What you need to do: From the data below, return all lines holding the string "roads".

Extracted material:
+++
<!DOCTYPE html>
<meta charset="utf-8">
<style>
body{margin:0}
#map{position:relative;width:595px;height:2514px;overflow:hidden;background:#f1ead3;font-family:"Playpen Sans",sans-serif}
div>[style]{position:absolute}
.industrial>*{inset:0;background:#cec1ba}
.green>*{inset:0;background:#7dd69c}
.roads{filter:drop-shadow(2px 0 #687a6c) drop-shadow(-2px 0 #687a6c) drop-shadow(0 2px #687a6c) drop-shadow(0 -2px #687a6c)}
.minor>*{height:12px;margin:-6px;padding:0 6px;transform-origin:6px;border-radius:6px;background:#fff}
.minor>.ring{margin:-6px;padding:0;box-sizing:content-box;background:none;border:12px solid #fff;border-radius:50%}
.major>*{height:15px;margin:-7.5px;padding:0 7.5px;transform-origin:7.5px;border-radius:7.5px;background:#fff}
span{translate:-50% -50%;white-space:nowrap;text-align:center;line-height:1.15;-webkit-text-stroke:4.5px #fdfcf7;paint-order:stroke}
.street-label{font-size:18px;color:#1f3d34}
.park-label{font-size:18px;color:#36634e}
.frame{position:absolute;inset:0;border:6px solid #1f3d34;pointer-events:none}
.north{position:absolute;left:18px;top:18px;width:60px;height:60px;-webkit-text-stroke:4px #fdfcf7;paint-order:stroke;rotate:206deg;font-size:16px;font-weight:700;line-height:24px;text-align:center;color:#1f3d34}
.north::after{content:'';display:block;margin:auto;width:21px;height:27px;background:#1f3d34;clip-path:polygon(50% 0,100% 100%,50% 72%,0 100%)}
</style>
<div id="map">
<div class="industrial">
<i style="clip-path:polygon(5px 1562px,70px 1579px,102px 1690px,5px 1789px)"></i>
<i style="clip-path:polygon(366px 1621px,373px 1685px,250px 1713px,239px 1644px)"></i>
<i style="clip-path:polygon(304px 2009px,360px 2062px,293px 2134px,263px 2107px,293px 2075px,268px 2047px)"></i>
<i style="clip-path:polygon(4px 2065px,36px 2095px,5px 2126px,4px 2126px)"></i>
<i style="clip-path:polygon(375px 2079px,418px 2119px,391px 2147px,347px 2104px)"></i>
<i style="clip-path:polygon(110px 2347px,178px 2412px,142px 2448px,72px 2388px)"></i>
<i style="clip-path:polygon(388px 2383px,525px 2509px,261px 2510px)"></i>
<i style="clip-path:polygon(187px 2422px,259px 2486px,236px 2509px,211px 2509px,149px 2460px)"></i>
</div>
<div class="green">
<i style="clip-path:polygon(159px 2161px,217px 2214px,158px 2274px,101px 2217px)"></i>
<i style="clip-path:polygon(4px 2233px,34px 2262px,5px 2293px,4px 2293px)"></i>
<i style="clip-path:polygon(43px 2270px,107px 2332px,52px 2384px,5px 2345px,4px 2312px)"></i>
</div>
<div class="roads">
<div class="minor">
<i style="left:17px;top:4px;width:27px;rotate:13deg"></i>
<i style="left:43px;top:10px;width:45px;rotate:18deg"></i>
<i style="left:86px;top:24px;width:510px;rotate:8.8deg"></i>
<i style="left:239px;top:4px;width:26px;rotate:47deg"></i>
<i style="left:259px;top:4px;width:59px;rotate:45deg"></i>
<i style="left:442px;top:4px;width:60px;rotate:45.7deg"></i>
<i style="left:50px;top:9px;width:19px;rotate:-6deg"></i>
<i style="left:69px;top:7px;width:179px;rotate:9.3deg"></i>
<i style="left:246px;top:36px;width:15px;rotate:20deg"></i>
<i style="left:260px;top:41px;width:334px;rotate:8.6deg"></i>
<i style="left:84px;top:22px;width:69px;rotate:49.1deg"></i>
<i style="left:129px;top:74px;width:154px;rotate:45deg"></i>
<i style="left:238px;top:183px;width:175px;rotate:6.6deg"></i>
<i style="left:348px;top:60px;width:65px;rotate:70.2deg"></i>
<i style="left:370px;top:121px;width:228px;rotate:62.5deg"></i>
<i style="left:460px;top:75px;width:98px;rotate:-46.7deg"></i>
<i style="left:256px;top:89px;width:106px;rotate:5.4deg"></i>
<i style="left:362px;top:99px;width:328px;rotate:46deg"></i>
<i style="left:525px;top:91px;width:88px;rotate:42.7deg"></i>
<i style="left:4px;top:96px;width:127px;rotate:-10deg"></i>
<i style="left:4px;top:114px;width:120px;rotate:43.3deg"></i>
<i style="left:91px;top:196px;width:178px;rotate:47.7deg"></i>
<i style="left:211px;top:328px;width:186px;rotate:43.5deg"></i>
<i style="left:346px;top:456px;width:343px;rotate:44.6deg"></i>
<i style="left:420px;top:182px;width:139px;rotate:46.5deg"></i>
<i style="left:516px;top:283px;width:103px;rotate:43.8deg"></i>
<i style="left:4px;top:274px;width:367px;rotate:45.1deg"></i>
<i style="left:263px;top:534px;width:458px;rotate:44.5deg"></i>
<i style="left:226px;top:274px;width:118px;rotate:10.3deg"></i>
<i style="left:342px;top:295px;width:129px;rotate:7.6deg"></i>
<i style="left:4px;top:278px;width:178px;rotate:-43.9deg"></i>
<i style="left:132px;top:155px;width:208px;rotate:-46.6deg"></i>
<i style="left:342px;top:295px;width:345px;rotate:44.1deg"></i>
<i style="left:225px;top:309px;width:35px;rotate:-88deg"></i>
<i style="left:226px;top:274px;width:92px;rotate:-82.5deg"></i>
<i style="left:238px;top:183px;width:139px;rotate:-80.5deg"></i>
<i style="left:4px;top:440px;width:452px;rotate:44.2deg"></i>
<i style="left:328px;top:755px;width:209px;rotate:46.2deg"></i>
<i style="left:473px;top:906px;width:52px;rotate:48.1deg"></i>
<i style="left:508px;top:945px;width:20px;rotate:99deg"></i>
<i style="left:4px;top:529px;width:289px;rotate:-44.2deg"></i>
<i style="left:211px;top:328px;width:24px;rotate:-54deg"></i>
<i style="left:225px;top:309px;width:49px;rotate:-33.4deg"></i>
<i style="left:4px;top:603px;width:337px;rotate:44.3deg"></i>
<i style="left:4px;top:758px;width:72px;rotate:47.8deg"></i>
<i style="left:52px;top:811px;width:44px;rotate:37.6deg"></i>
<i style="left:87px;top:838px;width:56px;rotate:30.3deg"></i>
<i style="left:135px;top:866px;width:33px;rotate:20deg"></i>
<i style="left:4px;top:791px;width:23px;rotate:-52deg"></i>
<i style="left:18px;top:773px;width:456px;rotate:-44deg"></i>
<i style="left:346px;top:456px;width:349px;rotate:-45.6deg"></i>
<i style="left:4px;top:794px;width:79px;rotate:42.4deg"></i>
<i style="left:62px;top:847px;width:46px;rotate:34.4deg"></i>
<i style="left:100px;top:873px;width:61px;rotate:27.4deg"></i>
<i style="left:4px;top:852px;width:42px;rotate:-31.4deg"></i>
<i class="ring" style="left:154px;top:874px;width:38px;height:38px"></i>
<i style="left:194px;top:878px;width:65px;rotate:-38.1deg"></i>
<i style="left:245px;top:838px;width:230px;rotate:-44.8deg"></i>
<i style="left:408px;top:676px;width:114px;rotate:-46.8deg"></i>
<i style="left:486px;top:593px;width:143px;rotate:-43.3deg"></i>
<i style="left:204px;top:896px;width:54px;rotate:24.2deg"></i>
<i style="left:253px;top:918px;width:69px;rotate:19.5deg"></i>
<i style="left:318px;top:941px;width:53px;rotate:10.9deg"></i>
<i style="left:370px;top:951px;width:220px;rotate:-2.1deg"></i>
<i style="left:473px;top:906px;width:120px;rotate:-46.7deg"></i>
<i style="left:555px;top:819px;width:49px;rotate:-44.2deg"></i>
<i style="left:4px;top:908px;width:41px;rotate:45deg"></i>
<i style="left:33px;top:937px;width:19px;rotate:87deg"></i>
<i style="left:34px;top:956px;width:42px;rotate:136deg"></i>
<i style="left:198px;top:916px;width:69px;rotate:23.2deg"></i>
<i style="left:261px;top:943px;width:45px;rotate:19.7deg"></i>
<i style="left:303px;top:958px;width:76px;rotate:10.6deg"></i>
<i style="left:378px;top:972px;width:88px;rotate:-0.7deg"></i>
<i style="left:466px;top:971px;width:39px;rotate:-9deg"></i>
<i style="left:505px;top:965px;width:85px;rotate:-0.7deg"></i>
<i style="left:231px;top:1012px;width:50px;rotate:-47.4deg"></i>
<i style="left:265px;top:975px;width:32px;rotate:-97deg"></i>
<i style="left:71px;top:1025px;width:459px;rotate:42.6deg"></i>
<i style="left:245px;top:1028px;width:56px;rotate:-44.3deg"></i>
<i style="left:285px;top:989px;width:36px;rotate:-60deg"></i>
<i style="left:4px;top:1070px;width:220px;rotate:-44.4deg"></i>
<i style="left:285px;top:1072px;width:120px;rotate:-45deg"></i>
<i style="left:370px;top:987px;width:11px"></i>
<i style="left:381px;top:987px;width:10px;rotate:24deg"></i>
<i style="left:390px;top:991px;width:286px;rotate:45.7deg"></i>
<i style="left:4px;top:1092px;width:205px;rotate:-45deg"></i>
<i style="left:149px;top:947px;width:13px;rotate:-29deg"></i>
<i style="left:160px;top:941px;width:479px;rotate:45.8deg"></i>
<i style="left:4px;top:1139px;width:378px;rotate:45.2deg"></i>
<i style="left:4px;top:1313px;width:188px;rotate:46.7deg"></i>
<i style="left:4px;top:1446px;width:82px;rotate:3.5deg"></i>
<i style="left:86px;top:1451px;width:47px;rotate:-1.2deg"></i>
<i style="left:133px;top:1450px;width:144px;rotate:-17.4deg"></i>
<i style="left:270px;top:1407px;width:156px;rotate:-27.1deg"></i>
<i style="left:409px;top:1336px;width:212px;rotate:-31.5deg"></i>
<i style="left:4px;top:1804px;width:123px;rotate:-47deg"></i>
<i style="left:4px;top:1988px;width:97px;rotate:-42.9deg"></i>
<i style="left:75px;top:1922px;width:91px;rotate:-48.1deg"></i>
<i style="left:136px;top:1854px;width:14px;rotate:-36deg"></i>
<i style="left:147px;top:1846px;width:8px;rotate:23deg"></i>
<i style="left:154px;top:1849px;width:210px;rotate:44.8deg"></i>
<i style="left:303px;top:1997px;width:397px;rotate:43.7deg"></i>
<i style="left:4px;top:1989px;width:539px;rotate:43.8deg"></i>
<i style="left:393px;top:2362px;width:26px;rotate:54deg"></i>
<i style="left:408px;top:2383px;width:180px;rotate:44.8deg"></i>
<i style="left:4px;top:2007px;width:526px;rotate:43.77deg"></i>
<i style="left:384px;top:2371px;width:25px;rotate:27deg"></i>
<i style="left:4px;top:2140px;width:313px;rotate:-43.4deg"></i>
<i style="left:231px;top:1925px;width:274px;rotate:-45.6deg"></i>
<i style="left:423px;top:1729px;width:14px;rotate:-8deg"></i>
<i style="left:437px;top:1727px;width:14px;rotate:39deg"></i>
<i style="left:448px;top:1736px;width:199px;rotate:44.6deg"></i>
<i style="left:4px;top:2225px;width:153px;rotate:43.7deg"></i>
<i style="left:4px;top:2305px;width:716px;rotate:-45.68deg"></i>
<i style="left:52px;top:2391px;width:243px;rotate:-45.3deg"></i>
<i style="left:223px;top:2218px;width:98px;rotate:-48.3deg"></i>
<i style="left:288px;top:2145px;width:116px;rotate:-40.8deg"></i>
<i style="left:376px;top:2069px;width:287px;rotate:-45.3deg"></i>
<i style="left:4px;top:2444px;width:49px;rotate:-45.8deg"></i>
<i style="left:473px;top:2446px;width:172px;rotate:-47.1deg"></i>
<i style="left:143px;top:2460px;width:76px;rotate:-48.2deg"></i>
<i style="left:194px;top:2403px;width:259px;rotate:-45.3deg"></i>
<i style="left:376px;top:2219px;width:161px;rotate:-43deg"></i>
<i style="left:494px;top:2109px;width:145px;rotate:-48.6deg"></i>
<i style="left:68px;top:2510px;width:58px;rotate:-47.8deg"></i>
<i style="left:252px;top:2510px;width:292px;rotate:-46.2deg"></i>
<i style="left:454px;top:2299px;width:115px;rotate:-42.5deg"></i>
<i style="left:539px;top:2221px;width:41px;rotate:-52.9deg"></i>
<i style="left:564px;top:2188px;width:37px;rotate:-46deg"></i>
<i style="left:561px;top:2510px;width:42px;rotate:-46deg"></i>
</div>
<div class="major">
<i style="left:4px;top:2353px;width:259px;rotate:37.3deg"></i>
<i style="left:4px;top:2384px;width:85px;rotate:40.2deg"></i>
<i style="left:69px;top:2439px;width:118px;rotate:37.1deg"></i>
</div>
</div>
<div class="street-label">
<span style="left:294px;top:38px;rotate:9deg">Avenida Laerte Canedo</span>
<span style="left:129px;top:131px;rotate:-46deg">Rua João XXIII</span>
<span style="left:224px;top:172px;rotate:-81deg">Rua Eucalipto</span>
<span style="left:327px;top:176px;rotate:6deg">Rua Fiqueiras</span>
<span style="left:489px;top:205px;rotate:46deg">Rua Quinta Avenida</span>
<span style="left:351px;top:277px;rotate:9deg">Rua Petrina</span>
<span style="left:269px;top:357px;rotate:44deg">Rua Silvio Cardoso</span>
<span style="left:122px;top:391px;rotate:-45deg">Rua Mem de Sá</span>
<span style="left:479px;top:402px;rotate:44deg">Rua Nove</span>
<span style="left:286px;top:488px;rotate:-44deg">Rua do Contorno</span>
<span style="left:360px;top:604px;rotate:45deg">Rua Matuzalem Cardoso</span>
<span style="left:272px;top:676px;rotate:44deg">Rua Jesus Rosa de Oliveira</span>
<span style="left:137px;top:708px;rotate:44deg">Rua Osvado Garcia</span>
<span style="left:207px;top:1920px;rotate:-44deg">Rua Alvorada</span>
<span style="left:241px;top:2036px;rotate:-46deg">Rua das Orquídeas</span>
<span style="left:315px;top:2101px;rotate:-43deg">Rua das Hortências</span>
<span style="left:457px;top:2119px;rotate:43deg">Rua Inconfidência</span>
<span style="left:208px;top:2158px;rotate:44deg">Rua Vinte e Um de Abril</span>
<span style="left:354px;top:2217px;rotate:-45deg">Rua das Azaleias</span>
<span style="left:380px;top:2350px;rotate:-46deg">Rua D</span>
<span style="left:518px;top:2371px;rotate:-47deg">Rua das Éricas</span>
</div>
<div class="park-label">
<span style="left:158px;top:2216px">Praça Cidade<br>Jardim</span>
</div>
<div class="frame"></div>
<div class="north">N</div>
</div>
+++
Task solution:
.roads{filter:drop-shadow(2px 0 #687a6c) drop-shadow(-2px 0 #687a6c) drop-shadow(0 2px #687a6c) drop-shadow(0 -2px #687a6c)}
<div class="roads">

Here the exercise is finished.